▶ [WHAT YOU NEED TO DO] Because the listing below is to be kept intact, restate all of it word for word.

▶ [RECORDS SHOWN]
Start of Block

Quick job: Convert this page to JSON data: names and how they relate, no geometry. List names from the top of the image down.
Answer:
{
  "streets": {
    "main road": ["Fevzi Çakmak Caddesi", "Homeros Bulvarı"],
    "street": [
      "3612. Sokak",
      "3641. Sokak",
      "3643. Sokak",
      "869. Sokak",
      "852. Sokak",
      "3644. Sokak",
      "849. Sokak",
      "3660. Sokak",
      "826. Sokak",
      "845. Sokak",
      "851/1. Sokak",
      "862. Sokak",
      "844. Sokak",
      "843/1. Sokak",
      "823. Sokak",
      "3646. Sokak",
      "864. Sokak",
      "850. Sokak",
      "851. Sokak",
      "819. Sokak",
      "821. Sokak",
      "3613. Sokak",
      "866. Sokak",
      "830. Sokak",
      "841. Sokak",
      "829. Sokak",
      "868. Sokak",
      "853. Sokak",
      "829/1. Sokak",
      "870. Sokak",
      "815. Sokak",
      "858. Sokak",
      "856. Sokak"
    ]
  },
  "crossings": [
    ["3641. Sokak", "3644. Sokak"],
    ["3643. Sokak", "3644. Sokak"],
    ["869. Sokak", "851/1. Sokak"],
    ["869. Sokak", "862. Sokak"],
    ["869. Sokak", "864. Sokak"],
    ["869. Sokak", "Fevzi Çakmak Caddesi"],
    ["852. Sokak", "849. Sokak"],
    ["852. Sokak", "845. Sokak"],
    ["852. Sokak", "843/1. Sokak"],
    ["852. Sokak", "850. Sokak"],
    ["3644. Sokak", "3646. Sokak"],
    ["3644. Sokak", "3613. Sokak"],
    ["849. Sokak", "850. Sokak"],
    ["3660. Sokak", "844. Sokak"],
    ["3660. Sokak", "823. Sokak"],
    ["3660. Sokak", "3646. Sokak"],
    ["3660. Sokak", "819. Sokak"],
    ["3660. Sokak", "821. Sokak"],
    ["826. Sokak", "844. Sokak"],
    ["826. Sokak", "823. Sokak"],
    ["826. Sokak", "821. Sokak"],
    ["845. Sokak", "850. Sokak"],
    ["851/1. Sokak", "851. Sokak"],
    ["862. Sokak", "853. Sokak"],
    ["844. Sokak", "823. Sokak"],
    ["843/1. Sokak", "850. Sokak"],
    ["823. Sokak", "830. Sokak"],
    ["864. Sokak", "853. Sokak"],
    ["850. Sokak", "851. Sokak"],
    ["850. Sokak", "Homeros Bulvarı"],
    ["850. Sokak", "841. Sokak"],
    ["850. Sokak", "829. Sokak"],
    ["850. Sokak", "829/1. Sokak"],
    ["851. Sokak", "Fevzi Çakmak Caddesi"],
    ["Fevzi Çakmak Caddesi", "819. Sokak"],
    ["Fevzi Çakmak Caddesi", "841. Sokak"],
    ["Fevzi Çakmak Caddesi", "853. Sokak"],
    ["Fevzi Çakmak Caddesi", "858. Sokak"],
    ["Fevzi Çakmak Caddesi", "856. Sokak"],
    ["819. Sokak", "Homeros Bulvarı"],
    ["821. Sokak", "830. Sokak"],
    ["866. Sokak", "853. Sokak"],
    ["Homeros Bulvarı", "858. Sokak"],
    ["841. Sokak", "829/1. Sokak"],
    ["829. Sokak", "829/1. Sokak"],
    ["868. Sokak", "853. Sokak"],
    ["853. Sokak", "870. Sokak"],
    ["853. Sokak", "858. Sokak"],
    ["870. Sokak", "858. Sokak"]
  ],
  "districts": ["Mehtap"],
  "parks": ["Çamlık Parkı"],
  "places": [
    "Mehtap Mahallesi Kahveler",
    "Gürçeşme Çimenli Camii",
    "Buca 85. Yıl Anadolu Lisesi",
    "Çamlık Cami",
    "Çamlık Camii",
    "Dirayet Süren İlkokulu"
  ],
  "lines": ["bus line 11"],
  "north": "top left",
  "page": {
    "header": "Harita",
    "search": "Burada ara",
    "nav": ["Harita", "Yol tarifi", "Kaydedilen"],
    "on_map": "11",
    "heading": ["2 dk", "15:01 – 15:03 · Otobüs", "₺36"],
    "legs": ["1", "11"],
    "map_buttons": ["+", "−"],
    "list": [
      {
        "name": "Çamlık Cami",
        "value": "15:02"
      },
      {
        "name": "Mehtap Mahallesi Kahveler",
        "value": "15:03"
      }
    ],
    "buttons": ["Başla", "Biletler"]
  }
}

End of Block

▶ [RESPONSE]
Quick job: Convert this page to JSON data: names and how they relate, no geometry. List names from the top of the image down.
Answer:
{
  "streets": {
    "main road": ["Fevzi Çakmak Caddesi", "Homeros Bulvarı"],
    "street": [
      "3612. Sokak",
      "3641. Sokak",
      "3643. Sokak",
      "869. Sokak",
      "852. Sokak",
      "3644. Sokak",
      "849. Sokak",
      "3660. Sokak",
      "826. Sokak",
      "845. Sokak",
      "851/1. Sokak",
      "862. Sokak",
      "844. Sokak",
      "843/1. Sokak",
      "823. Sokak",
      "3646. Sokak",
      "864. Sokak",
      "850. Sokak",
      "851. Sokak",
      "819. Sokak",
      "821. Sokak",
      "3613. Sokak",
      "866. Sokak",
      "830. Sokak",
      "841. Sokak",
      "829. Sokak",
      "868. Sokak",
      "853. Sokak",
      "829/1. Sokak",
      "870. Sokak",
      "815. Sokak",
      "858. Sokak",
      "856. Sokak"
    ]
  },
  "crossings": [
    ["3641. Sokak", "3644. Sokak"],
    ["3643. Sokak", "3644. Sokak"],
    ["869. Sokak", "851/1. Sokak"],
    ["869. Sokak", "862. Sokak"],
    ["869. Sokak", "864. Sokak"],
    ["869. Sokak", "Fevzi Çakmak Caddesi"],
    ["852. Sokak", "849. Sokak"],
    ["852. Sokak", "845. Sokak"],
    ["852. Sokak", "843/1. Sokak"],
    ["852. Sokak", "850. Sokak"],
    ["3644. Sokak", "3646. Sokak"],
    ["3644. Sokak", "3613. Sokak"],
    ["849. Sokak", "850. Sokak"],
    ["3660. Sokak", "844. Sokak"],
    ["3660. Sokak", "823. Sokak"],
    ["3660. Sokak", "3646. Sokak"],
    ["3660. Sokak", "819. Sokak"],
    ["3660. Sokak", "821. Sokak"],
    ["826. Sokak", "844. Sokak"],
    ["826. Sokak", "823. Sokak"],
    ["826. Sokak", "821. Sokak"],
    ["845. Sokak", "850. Sokak"],
    ["851/1. Sokak", "851. Sokak"],
    ["862. Sokak", "853. Sokak"],
    ["844. Sokak", "823. Sokak"],
    ["843/1. Sokak", "850. Sokak"],
    ["823. Sokak", "830. Sokak"],
    ["864. Sokak", "853. Sokak"],
    ["850. Sokak", "851. Sokak"],
    ["850. Sokak", "Homeros Bulvarı"],
    ["850. Sokak", "841. Sokak"],
    ["850. Sokak", "829. Sokak"],
    ["850. Sokak", "829/1. Sokak"],
    ["851. Sokak", "Fevzi Çakmak Caddesi"],
    ["Fevzi Çakmak Caddesi", "819. Sokak"],
    ["Fevzi Çakmak Caddesi", "841. Sokak"],
    ["Fevzi Çakmak Caddesi", "853. Sokak"],
    ["Fevzi Çakmak Caddesi", "858. Sokak"],
    ["Fevzi Çakmak Caddesi", "856. Sokak"],
    ["819. Sokak", "Homeros Bulvarı"],
    ["821. Sokak", "830. Sokak"],
    ["866. Sokak", "853. Sokak"],
    ["Homeros Bulvarı", "858. Sokak"],
    ["841. Sokak", "829/1. Sokak"],
    ["829. Sokak", "829/1. Sokak"],
    ["868. Sokak", "853. Sokak"],
    ["853. Sokak", "870. Sokak"],
    ["853. Sokak", "858. Sokak"],
    ["870. Sokak", "858. Sokak"]
  ],
  "districts": ["Mehtap"],
  "parks": ["Çamlık Parkı"],
  "places": [
    "Mehtap Mahallesi Kahveler",
    "Gürçeşme Çimenli Camii",
    "Buca 85. Yıl Anadolu Lisesi",
    "Çamlık Cami",
    "Çamlık Camii",
    "Dirayet Süren İlkokulu"
  ],
  "lines": ["bus line 11"],
  "north": "top left",
  "page": {
    "header": "Harita",
    "search": "Burada ara",
    "nav": ["Harita", "Yol tarifi", "Kaydedilen"],
    "on_map": "11",
    "heading": ["2 dk", "15:01 – 15:03 · Otobüs", "₺36"],
    "legs": ["1", "11"],
    "map_buttons": ["+", "−"],
    "list": [
      {
        "name": "Çamlık Cami",
        "value": "15:02"
      },
      {
        "name": "Mehtap Mahallesi Kahveler",
        "value": "15:03"
      }
    ],
    "buttons": ["Başla", "Biletler"]
  }
}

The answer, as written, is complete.